When it was first released, many critics seemed to agree.
"Frankenheimer's direction is exciting in the style of Orson Welles when he was making 'Citizen Kane,' " said the New York Times.
The now-defunct New York Herald Tribune called Axelrod's screenplay "a delight."
"Unfortunately, it was not only black comedy but highly prophetic," said Axelrod. "And when Kennedy was assassinated a few months after we opened, it was obviously not a good idea to keep the picture in the theaters, so we pulled it. Remember, Frank had been very close to Kennedy. Afterward the picture never regained its momentum."
The movie cost $2.5 million to make. Sinatra, Frankenheimer and Axelrod formed a partnership, M.C. Productions, to make it, with 50% of the film's revenues going to Sinatra, 25% each to Frankenheimer and Axelrod.
"In addition," said Axelrod, "Frank was paid $750,000, Larry Harvey got $250,000 and Janet Leigh (who plays Sinatra's love interest) got $25,000. Because of the joint ownership, the movie has since become a sort of tap dance for accountants, and that's been the problem getting it re-released."
According to Axelrod, shortly before filming was to begin, United Artists became very nervous about making the movie.

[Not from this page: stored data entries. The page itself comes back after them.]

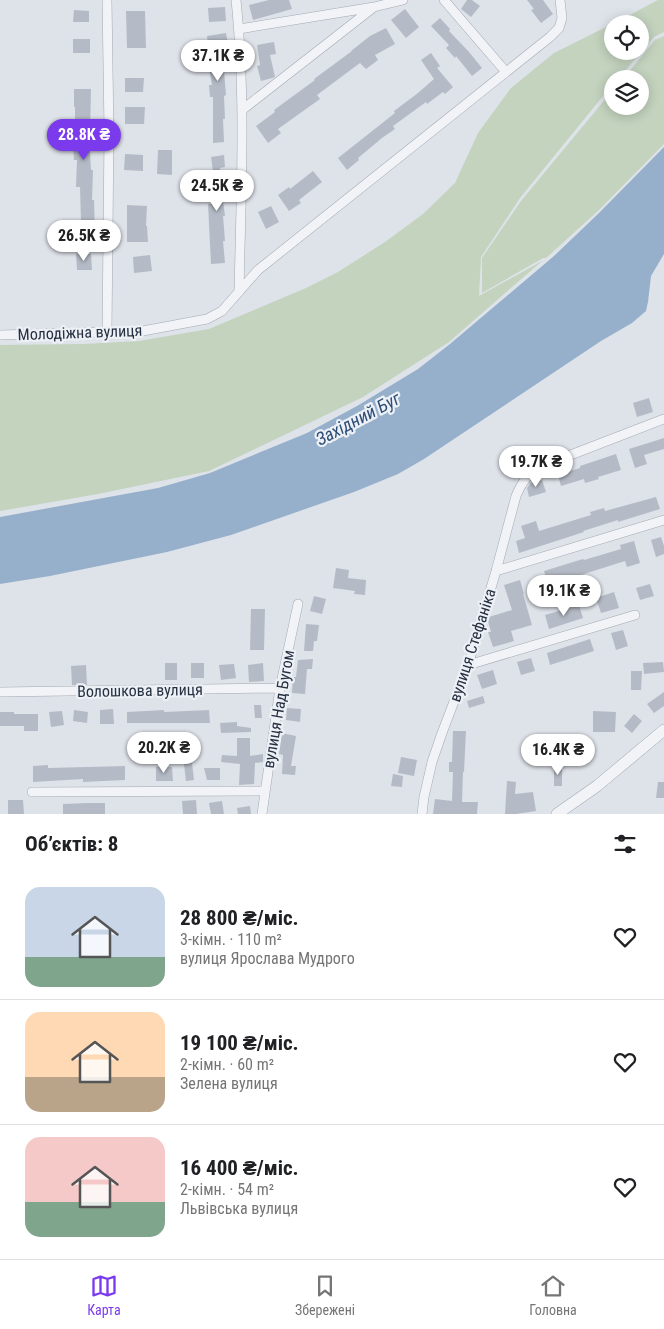 <!DOCTYPE html>
<html lang="uk">
<meta charset="utf-8">
<style>
:root{--surface:#fff;--page:#f6f6f6;--text:#202124;--muted:#757577;--line:#e0e0e0;--accent:#7c3aed}
body{margin:0;font-family:"Roboto Condensed",sans-serif;background:var(--page);color:var(--text);height:100vh;display:flex;flex-direction:column;font-size:19px;white-space:nowrap}
*{box-sizing:border-box;margin:0}
p{font-size:16px;color:var(--muted)}
.icon{flex:none;width:28px;height:28px;fill:none;stroke:currentColor;stroke-width:2;stroke-linecap:round;stroke-linejoin:round}
.map{position:relative;height:814px;overflow:hidden}
.drawer{display:flex;flex-direction:column;background:var(--surface);flex:1}
.drawer>*{flex:none}
.fabs{position:absolute;left:604px;top:15px;display:grid;gap:10px}
.fabs a{display:grid;place-items:center;width:45px;height:45px;border-radius:50%;background:var(--surface);box-shadow:0 2px 12px #0003;font-size:25px}
.price{position:absolute;translate:-50% -42px;padding:0 11px;border-radius:18px;background:#fff;color:#222;font-size:16px;line-height:32px;filter:drop-shadow(0 1px 2px #0008)}
.price::after{content:'';position:absolute;left:50%;top:30px;width:15px;height:11px;margin-left:-8px;background:inherit;clip-path:polygon(0 0,100% 0,50% 100%)}
.price.on{background:var(--accent);color:#fff}
ul{padding:0;list-style:none}
li{display:flex;align-items:center;gap:15px;height:125px;padding:0 25px}
li+li{border-top:1px solid var(--line)}
li span{display:grid;place-items:center;flex:none;width:140px;height:100px;border-radius:15px;color:#555}
li>.icon{margin-inline-start:auto}
span .icon{width:60px;height:60px;fill:#fffc;stroke-width:1}
li b{font-size:21px}
h2{display:flex;justify-content:space-between;align-items:center;height:60px;padding:0 25px;font-size:21px}
.dock{display:flex;justify-content:space-around;align-items:center;height:70px;border-top:1px solid var(--line);background:var(--surface);font-size:14px;color:var(--muted)}
.dock a{display:grid;justify-items:center;gap:2px}
.dock .on{color:var(--accent)}
.map>svg:first-child{display:block}
.green{fill:#c3d3be}
.water{fill:#96b0cc}
.building{fill:#b5bbc6}
.lines{fill:none;stroke-linecap:round;stroke-linejoin:round}
.minor-casing{stroke:#a3a9b3;stroke-width:10}
.tertiary-casing{stroke:#a3a9b3;stroke-width:12}
.minor{stroke:#f1f3f7;stroke-width:9}
.tertiary{stroke:#f1f3f7;stroke-width:11}
.labels{text-anchor:middle;stroke-width:4.5;stroke-linejoin:round;paint-order:stroke}
.street-label{font-size:16px;fill:#263041;stroke:#edf1f6}
.water-label{font-size:18px;font-style:italic;fill:#2d4e77;stroke:#edf1f6}
</style>
<div class="map">
<svg width="664" height="814" viewBox="0 0 664 814">
<rect width="100%" height="100%" fill="#dee2e9"/>
<!-- green -->
<path class="green" d="M658,0H664V32L654,37L618,79H612V85L520,198L481,257L479,296L542,261L449,342L363,397L209,471L98,494L0,511V345L84,344L139,341L209,329L306,288L338,272L385,242L423,214L455,183L478,133L511,88L554,53L612,24V51H640V24H613Z
M664,36V144L599,210L546,258H543L482,293V258L521,201L612,91V106H640V79H623L655,40Z"/>
<!-- water -->
<path class="water" d="M664,147V254L651,276L648,302L646,311L632,323L601,341L424,459L398,474L354,492L231,535L167,552L50,576L0,584V517L158,488L210,473L307,433L357,406L418,369L450,344L554,256L599,213Z"/>
<!-- building -->
<path class="building" d="M269,0H289L292,9L253,20L249,5Z
M467,0H472L480,6L471,17L461,9Z
M527,0H543L553,14L541,23L531,10L534,9Z
M225,7L226,21L209,22L208,8Z
M405,9L419,27L406,38L391,20Z
M74,10L89,11V22H73Z
M126,11H145L146,48H127Z
M440,18L450,29L449,31L469,52L482,68L472,76L456,56L455,58L446,48L449,45L431,26Z
M386,28L395,44L375,55L378,60L366,69L360,63L317,95L320,99L278,129L281,133L268,143L256,126L275,112L274,110L315,80L314,79L352,51H351L370,36Z
M226,33L228,45L224,46L228,70L224,71L226,95L224,96L225,119H223L224,142L213,143V97H210L209,85H212L208,61H210L207,36Z
M73,39H90V53H73Z
M274,42L276,54L270,55L275,77L272,78L261,81L257,66L260,65L257,45Z
M431,53L440,66L437,68L453,87L445,94L443,92L427,104L426,102L393,126L395,129L382,138L358,158L359,160L347,170L338,158L395,113L394,111L418,93L434,79L421,60Z
M125,78H144L143,92H125Z
M74,89H91L90,136H89L91,170H93L92,200H94L95,236L78,237V222H81L80,187H76L77,160H74L73,148L75,147V107H74Z
M125,107H145L144,124H125Z
M158,150H172V175L157,174Z
M125,154L143,155V171L124,170Z
M224,155L225,167L220,168L224,192L222,193L225,216H223L225,241H223L225,263L211,264L208,204H212L208,180L214,179L211,157Z
M313,171L322,182L299,200L301,203L289,211L278,195L289,187L290,189Z
M127,205L147,206L146,226H147L148,242H127Z
M271,206L279,222L266,229L258,212Z
M76,254H91L92,270H77Z
M150,255L152,271L134,273L133,257Z
M649,398L653,412L637,417L633,403Z
M664,438V449L644,455L647,464L635,468L629,449Z
M616,454L621,470L598,477L599,479L585,483L584,479L561,486L558,475L580,468V466Z
M542,480L546,492L529,497L527,488L529,485L530,483Z
M656,497L660,509L618,522V520L583,531L584,532L519,553L516,541L525,538L521,526L536,521L539,531L591,515L590,512L604,508L605,511Z
M661,537L664,546V554L656,557L651,540Z
M634,541L640,563L627,567L625,561L562,581L563,586L550,590L544,571L583,559L584,560L621,549L620,545Z
M336,568L349,570L348,578L366,580L365,595L354,594L355,591L333,588Z
M520,580L524,594H523L532,625L511,631L514,641L493,647L488,632H491L488,621L489,617L512,610L504,585Z
M650,584L654,596L640,600L636,588Z
M614,592L619,608L601,613L596,598Z
M314,596L326,599L322,614L310,611Z
M579,605L583,618L549,629L545,615Z
M251,609H265L264,650H250Z
M306,624L319,625L317,641H314L313,651H304Z
M623,630L628,646L616,650L611,633Z
M590,639L594,651L550,665L547,653Z
M531,658L535,671L521,675L517,662Z
M313,659L312,669H307L305,694L292,693L293,677H296L298,660Z
M663,662L664,672L644,674L643,663Z
M165,663H177V680H165Z
M191,663H204V678H191Z
M263,663L264,681L249,682L248,665Z
M234,664L236,678L221,680L219,665Z
M86,665L87,685H72L71,666Z
M493,670L497,684L482,689L477,675Z
M631,671H642L641,690H631Z
M664,692V706L654,713L647,704Z
M483,696L485,703L469,708L467,701Z
M254,705H261L262,718H255Z
M287,708L301,709L300,722L286,720Z
M113,709L114,724H100V710Z
M74,710L88,712L87,723L73,721Z
M164,710V712L209,710L210,723H127V712Z
M62,711L64,725L51,727L49,712Z
M593,711L616,712L615,732H593Z
M0,712H14V714H38V731H24V726H0Z
M634,714L642,721L632,733L624,726Z
M237,722V726L251,728V732L221,733L220,723Z
M453,731H466L464,772H463L462,802H478L477,814H433L435,799L452,801L453,772H449V762H452Z
M282,733L296,736L291,766H296L295,775L282,774L283,755L279,754Z
M237,738H250V756L263,754V762L255,763L254,784L239,785L240,764L221,762L222,755L237,756Z
M578,742H588V764H577Z
M401,757L417,760L414,776L398,773Z
M192,763L194,780L186,781L184,764Z
M48,765V768L125,766V780L83,782V779L33,782V766Z
M554,765H562V786H554Z
M156,767H172L173,781H156Z
M204,768H220V780H207Z
M393,774L403,776L402,787L391,786Z
M507,781L516,782L515,794L533,792L536,811L516,814H505Z
M658,782H664V798H656Z
M8,800H23L24,814H8Z
M196,800L197,814H183L182,801Z
M222,801L224,814H211L209,803Z
M88,803H105V814H63V804Z
M250,806L251,814H238L237,808Z"/>
<g class="lines">
<!-- minor casing -->
<g class="minor-casing">
<path id="minor" d="M107,0L109,132L107,332
M236,0C246,97 241,195 239,292
M444,0L506,72
M239,29L374,7L403,0
M242,110L374,7
M0,335L107,332L132,333L207,319L222,311L258,270L550,37L559,28L562,18L560,0
M496,571L664,520
M468,665L635,615
M0,692L280,688
M32,792L265,791
M262,814L280,688L298,604
M422,814L424,797L432,762L442,733L468,665L496,571L516,496C523,480 527,475 542,466L664,419"/>
</g>
<!-- tertiary casing -->
<g class="tertiary-casing">
<path id="tertiary" d="M557,814L597,786L664,730"/>
</g>
<!-- minor -->
<use href="#minor" class="minor"/>
<!-- tertiary -->
<use href="#tertiary" class="tertiary"/>
</g>
<g class="labels">
<!-- street labels -->
<g class="street-label">
<text transform="translate(80 332) rotate(-2)" y="6">Молодіжна вулиця</text>
<text transform="translate(472 645) rotate(-72)" y="6">вулиця Стефаніка</text>
<text transform="translate(140 690) rotate(-1)" y="6">Волошкова вулиця</text>
<text transform="translate(278 709) rotate(-80)" y="6">вулиця Над Бугом</text>
</g>
<!-- water labels -->
<g class="water-label">
<text transform="translate(358 419) rotate(-28)" y="6">Західний Буг</text>
</g>
</g>
</svg>
<div class="fabs">
<a><svg class="icon" aria-label="locate" viewBox="0 0 24 24"><circle cx="12" cy="12" r="6"/><path d="M12 2v4M12 18v4M2 12h4M18 12h4"/></svg></a>
<a><svg class="icon" aria-label="layers" viewBox="0 0 24 24"><path d="M12 4l9 5-9 5-9-5zM3 14l9 5 9-5"/></svg></a>
</div>
<b class="price" style="left:218px;top:82px">37.1K ₴</b>
<b class="price on" style="left:84px;top:161px">28.8K ₴</b>
<b class="price" style="left:217px;top:212px">24.5K ₴</b>
<b class="price" style="left:84px;top:262px">26.5K ₴</b>
<b class="price" style="left:536px;top:488px">19.7K ₴</b>
<b class="price" style="left:564px;top:617px">19.1K ₴</b>
<b class="price" style="left:164px;top:774px">20.2K ₴</b>
<b class="price" style="left:558px;top:776px">16.4K ₴</b>
</div>
<section class="drawer">
<h2>Об’єктів: 8<svg class="icon" aria-label="filters" viewBox="0 0 24 24"><path d="M4 7h16M4 17h16"/><circle cx="9" cy="7" r="2"/><circle cx="15" cy="17" r="2"/></svg></h2>
<ul>
<li><span style="background:linear-gradient(#c9d6e8 70%,#7fa58c 0)"><svg class="icon" aria-label="home" viewBox="0 0 24 24"><path d="M3 11l9-7 9 7M6 9v11h12V9"/></svg></span><div><b>28 800 ₴/міс.</b><p>3-кімн. · 110 m²</p><p>вулиця Ярослава Мудрого</p></div><svg class="icon" aria-label="heart" viewBox="0 0 24 24"><path d="M12 20l-8-8c-3-5 5-10 8-4 3-6 11-1 8 4z"/></svg></li>
<li><span style="background:linear-gradient(#ffd9b3 65%,#b9a48a 0)"><svg class="icon" aria-label="home" viewBox="0 0 24 24"><path d="M3 11l9-7 9 7M6 9v11h12V9"/></svg></span><div><b>19 100 ₴/міс.</b><p>2-кімн. · 60 m²</p><p>Зелена вулиця</p></div><svg class="icon" aria-label="heart" viewBox="0 0 24 24"><path d="M12 20l-8-8c-3-5 5-10 8-4 3-6 11-1 8 4z"/></svg></li>
<li><span style="background:linear-gradient(#f6c9c9 65%,#7fa58c 0)"><svg class="icon" aria-label="home" viewBox="0 0 24 24"><path d="M3 11l9-7 9 7M6 9v11h12V9"/></svg></span><div><b>16 400 ₴/міс.</b><p>2-кімн. · 54 m²</p><p>Львівська вулиця</p></div><svg class="icon" aria-label="heart" viewBox="0 0 24 24"><path d="M12 20l-8-8c-3-5 5-10 8-4 3-6 11-1 8 4z"/></svg></li>
</ul>
</section>
<nav class="dock">
<a class="on"><svg class="icon" aria-label="map" viewBox="0 0 24 24"><path d="M3 6l6-2 6 2 6-2v14l-6 2-6-2-6 2zM9 4v14M15 6v14"/></svg>Карта</a>
<a><svg class="icon" aria-label="saved" viewBox="0 0 24 24"><path d="M7 4h10v16l-5-4-5 4z"/></svg>Збережені</a>
<a><svg class="icon" aria-label="home" viewBox="0 0 24 24"><path d="M3 11l9-7 9 7M6 9v11h12V9"/></svg>Головна</a>
</nav>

"I got a call one Friday," said Axelrod, "a month before shooting was to start, and this executive in New York said, 'We can't make this movie. It's too anti-communist. A year from now, President Kennedy will be on the verge of making a deal with the Russians and to have this film showing will be highly embarrassing to him.'
"I said: 'Do nothing. I'll find Frank and we'll be in your office Monday morning.' When Frank and I showed up, this executive started the whole thing about embarrassing Kennedy.
"Then Frank said, 'Oh, I don't know. I was in Hyannis (Mass.) for the weekend with the President, and he asked what I was doing next and I said, " 'The Manchurian Candidate.' " He said, "That's great. Great! Who's going to play the mother?" ' (Angela Lansbury plays Harvey's mother, the power behind the redbaiting campaign of his McCarthy-like stepfather.) Hearing this, the (studio) executive promptly backed down, and we went ahead with the picture."

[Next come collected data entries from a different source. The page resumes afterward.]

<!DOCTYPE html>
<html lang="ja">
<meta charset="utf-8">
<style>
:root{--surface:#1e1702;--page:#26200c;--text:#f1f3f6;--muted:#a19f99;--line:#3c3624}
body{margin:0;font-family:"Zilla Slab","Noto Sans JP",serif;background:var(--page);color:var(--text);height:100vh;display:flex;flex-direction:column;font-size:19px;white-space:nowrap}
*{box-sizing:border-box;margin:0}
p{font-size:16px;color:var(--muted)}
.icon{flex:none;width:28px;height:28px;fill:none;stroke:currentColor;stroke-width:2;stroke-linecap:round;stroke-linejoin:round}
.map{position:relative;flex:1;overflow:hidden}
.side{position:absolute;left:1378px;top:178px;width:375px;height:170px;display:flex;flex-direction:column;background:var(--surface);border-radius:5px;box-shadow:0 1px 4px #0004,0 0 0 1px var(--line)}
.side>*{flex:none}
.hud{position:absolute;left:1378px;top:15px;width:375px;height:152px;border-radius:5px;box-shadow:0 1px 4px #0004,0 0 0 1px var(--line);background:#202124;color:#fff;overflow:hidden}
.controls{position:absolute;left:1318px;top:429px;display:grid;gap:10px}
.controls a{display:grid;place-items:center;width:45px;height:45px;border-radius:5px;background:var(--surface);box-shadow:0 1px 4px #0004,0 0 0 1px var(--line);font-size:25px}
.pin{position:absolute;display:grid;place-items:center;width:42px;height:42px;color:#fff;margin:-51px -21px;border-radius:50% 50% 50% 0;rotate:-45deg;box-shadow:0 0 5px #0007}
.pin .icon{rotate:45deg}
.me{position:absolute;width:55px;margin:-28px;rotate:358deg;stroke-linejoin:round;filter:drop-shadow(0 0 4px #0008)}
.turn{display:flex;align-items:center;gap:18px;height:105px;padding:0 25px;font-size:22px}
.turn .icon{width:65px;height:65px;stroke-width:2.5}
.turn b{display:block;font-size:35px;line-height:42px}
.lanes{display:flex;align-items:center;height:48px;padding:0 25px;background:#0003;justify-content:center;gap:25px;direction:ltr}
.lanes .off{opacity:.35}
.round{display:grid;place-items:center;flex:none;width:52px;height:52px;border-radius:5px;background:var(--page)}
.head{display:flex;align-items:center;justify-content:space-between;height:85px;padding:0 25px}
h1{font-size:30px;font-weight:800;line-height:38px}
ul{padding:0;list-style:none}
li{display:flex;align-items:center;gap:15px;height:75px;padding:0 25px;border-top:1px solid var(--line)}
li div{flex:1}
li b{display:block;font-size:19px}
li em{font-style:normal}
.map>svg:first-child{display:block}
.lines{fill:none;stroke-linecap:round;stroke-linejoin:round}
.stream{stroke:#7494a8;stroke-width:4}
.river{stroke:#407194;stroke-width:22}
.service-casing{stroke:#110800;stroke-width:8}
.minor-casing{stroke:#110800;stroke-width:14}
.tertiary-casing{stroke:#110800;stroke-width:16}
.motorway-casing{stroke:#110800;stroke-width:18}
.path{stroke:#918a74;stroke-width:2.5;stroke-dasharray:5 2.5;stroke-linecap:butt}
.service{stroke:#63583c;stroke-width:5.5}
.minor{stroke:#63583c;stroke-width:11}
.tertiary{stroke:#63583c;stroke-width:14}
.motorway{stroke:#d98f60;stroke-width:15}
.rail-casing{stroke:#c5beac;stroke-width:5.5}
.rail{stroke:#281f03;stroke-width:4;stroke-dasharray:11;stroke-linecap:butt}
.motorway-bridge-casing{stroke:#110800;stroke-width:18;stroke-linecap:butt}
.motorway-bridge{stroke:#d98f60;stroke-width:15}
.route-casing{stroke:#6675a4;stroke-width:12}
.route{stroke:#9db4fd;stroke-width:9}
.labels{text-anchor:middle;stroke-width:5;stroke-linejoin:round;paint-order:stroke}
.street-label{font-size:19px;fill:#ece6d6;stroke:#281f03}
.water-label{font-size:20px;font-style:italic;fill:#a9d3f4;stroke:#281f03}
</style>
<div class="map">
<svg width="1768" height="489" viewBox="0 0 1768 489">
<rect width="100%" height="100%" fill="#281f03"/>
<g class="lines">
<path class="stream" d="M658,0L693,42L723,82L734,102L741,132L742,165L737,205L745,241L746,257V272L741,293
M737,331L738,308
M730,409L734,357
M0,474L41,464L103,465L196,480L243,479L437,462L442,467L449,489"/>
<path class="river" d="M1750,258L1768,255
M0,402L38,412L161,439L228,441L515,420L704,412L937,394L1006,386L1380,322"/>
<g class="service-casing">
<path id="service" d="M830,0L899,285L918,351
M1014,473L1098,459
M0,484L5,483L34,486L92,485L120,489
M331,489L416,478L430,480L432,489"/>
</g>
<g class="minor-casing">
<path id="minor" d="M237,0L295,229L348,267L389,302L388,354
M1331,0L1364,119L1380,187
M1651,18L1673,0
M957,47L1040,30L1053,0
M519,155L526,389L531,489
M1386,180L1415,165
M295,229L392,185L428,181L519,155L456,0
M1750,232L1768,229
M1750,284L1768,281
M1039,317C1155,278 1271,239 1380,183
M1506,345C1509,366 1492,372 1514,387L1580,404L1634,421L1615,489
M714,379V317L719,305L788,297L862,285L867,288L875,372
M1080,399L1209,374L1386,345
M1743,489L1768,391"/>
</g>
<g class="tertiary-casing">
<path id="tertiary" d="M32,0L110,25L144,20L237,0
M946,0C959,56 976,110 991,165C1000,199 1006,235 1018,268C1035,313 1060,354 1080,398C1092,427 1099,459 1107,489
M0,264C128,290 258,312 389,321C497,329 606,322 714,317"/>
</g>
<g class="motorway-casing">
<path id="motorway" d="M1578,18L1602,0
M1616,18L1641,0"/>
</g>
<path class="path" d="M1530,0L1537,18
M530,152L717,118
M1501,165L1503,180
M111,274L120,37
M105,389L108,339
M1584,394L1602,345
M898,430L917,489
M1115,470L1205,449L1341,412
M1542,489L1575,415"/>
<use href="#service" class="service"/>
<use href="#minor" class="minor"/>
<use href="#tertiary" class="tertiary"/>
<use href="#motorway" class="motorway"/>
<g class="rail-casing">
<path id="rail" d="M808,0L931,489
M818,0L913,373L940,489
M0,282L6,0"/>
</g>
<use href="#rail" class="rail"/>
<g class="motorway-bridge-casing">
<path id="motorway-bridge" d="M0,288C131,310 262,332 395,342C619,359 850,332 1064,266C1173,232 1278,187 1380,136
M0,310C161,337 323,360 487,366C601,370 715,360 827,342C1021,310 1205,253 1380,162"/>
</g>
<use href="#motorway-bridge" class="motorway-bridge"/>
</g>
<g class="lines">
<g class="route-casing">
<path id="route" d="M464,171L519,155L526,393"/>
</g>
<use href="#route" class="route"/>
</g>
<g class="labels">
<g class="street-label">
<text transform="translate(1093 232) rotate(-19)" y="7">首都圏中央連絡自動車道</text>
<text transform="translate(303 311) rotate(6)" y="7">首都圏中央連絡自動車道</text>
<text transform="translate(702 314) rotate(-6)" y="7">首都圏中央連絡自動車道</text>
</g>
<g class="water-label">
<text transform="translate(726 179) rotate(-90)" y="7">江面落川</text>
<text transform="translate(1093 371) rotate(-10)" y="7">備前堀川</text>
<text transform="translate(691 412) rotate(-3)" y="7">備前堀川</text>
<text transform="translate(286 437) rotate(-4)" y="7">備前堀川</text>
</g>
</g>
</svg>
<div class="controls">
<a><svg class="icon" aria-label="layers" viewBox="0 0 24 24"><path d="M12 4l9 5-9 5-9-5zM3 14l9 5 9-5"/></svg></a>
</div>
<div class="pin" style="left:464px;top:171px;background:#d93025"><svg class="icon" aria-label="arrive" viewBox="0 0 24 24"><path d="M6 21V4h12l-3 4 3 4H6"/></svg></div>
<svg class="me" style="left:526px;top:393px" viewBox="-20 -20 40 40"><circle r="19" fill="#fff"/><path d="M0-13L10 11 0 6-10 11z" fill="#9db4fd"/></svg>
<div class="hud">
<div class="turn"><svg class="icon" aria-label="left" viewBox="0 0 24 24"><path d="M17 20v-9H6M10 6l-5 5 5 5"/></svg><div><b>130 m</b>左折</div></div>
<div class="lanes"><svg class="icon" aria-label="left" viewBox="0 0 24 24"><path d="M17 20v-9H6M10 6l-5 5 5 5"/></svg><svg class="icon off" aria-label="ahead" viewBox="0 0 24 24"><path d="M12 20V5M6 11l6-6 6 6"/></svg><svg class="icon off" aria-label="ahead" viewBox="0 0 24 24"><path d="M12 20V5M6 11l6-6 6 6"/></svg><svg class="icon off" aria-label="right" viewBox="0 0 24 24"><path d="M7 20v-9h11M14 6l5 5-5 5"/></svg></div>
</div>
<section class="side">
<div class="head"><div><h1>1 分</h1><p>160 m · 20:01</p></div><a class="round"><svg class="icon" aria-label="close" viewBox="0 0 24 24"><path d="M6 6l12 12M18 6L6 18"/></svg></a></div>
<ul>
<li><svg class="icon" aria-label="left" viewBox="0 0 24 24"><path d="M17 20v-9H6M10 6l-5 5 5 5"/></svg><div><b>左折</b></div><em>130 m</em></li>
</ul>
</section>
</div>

When the movie was released in November, 1962, Sinatra took the--for him--unusual step of taking out an advertisement thanking everyone connected with the movie for their contribution.
Reached by telephone, Frankenheimer (who is about to start a new movie for Lorimar, "Dead Bang," with Don Johnson) said: "It's great news that 'The Manchurian Candidate' is being re-released. We all got such good reviews for it. Let's just hope people now go to see it."